The 2028 Convertible Notes pay interest semi-annually in arrears on February 15th and August 15th of each year at an annual rate of 1.00%. The 2028 Convertible Notes are general unsecured obligations and rank senior in right of payment to all indebtedness that is expressly subordinated in right of payment to the 2028 Convertible Notes, rank equally in right of payment with all existing and future liabilities that are not so subordinated, are effectively junior to any secured indebtedness to the extent of the value of the assets securing such indebtedness and are structurally subordinated to all indebtedness and other liabilities (including trade payables) of our current or future subsidiaries. The 2028 Convertible Notes have a maturity date of August 15, 2028.

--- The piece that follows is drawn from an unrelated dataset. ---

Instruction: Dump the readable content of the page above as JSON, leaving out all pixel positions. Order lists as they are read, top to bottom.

Holders may convert their 2028 Convertible Notes at their option only in the following circumstances: (1) during any calendar quarter commencing after the calendar quarter ending on December 31, 2022, if the last reported sale price per share of common stock exceeds 130% of the conversion price for each of at least 20 trading days during the 30 consecutive trading days ending on, and including, the last trading day of the immediately preceding calendar quarter; (2) during the five consecutive business days immediately after any five consecutive trading day period (such five consecutive trading day period, the “measurement period”) in which the trading price per $1,000 principal amount of notes for each trading day of the measurement period was less than 98% of the product of the last reported sale price per share of our common stock on such trading day and the conversion rate on such trading day; (3) upon the occurrence of certain corporate events or distributions on our common stock, as described in the offering memorandum for the 2028 Convertible Notes; (4) if we call such notes for redemption; and (5) at any time from, and including, February 15, 2028 until the close of business on the second scheduled trading day immediately before the maturity date. As of September 30, 2024, the 2028 Convertible Notes were not convertible.

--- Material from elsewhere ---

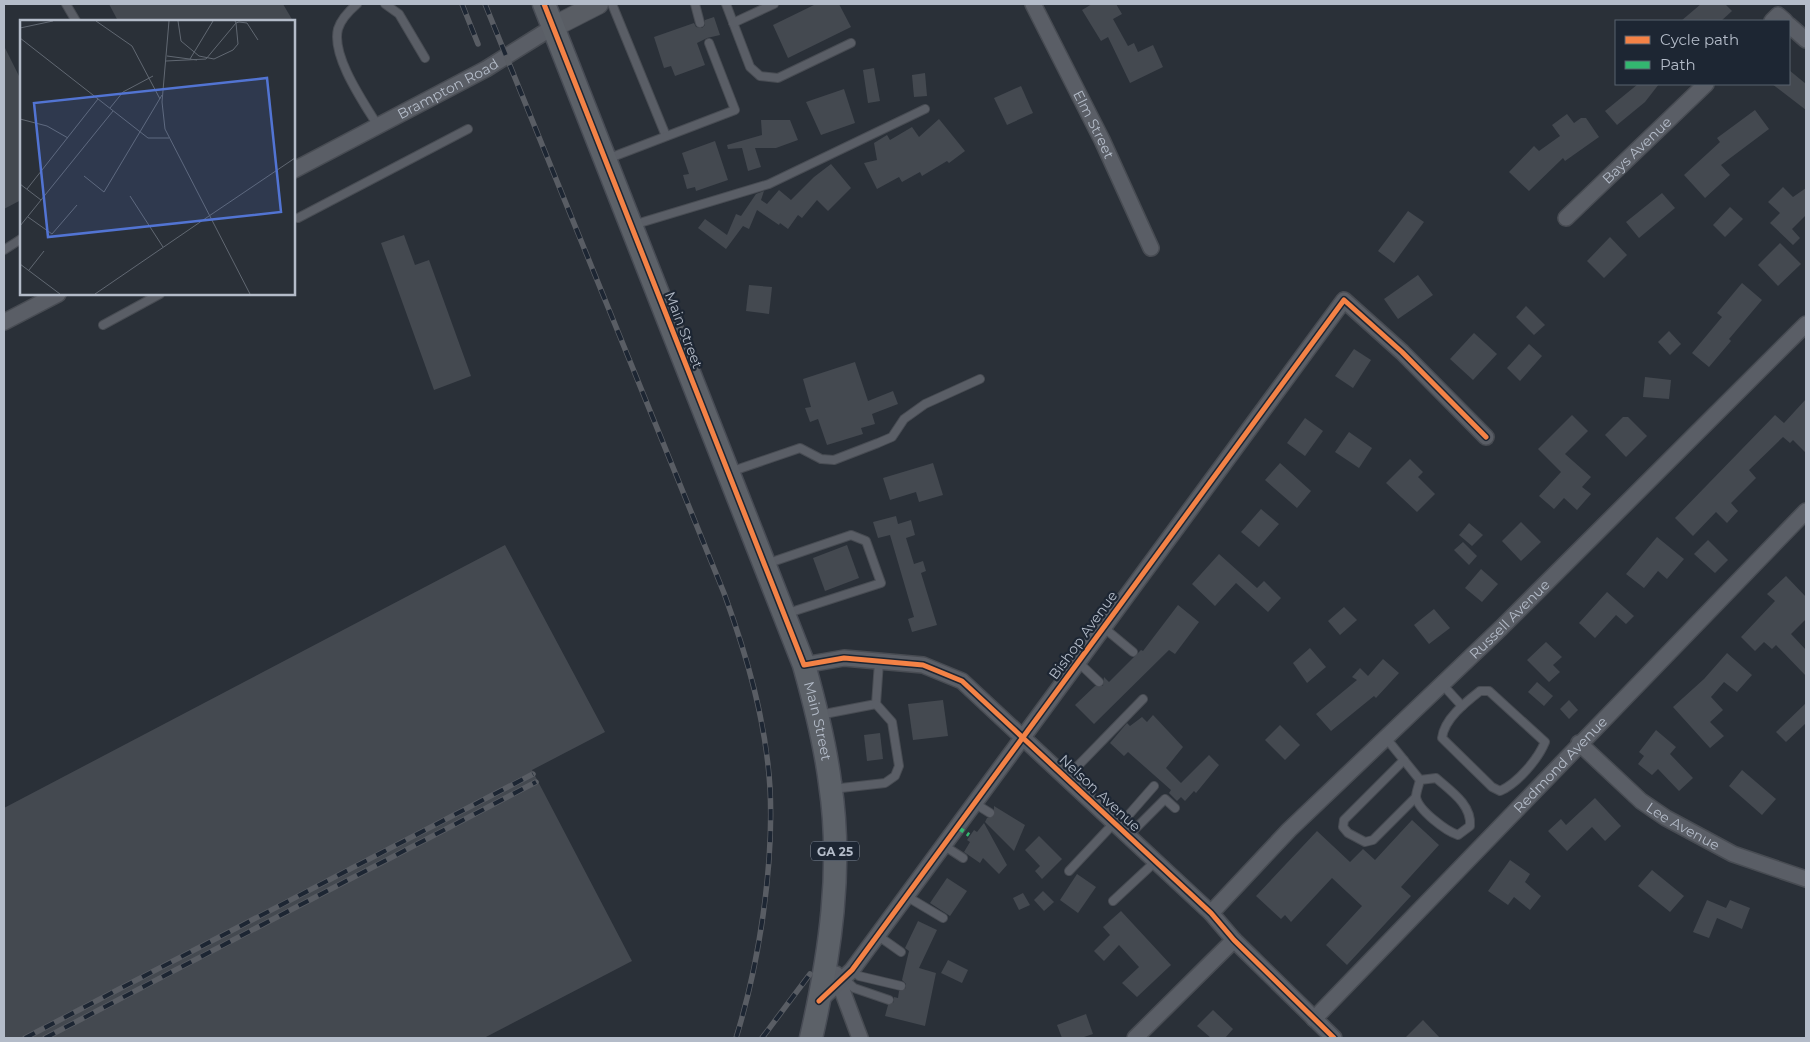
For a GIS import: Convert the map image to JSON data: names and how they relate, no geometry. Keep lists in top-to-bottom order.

Upon conversion, we will pay cash for the settlement of principal, and for the premium, if applicable, we will pay cash, deliver shares of common stock or a combination of cash and shares of common stock, at our election. The initial conversion rate for the 2028 Convertible Notes is 17.8517 shares of common stock per $1,000 in principal amount of 2028 Convertible Notes, equivalent to a conversion price of approximately $56.02 per share of our common stock. The conversion rate is subject to adjustment in some events but will not be adjusted for any accrued or unpaid interest.
Capped Call Transactions
In connection with the offering of the 2028 Convertible Notes, we entered into capped call transactions with certain counterparties (the “Capped Call Transactions”). The Capped Call Transactions are expected generally to reduce potential dilution to holders of our common stock upon conversion of the 2028 Convertible Notes or at our election (subject to certain conditions) offset any cash payments we are required to make in excess of the principal amount of such converted 2028 Convertible Notes. The cap price of the Capped Call Transactions is initially $75.4075 per share of common stock, representing a premium of 75% above the last reported sale price of $43.09 per share of common stock on August 15, 2022, and is subject to certain adjustments under the terms of the Capped Call Transactions. As of September 30, 2024, no capped calls had been exercised.
Pursuant to their terms, the capped calls qualify for classification within stockholders’ equity in our condensed consolidated balance sheets, and their fair value is not remeasured and adjusted as long as they continue to qualify for stockholders’ equity classification. We paid approximately $69.1 million for the Capped Calls, including applicable transaction costs, which was recorded as a reduction to additional paid-in capital in our condensed consolidated balance sheets. The Capped Call Transactions are separate transactions entered into by us with the capped call Counterparties, are not part of the terms of the Convertible Notes, and do not affect any holder’s rights under the Convertible Notes. Holders of the Convertible Notes do not have any rights with respect to the Capped Call Transactions.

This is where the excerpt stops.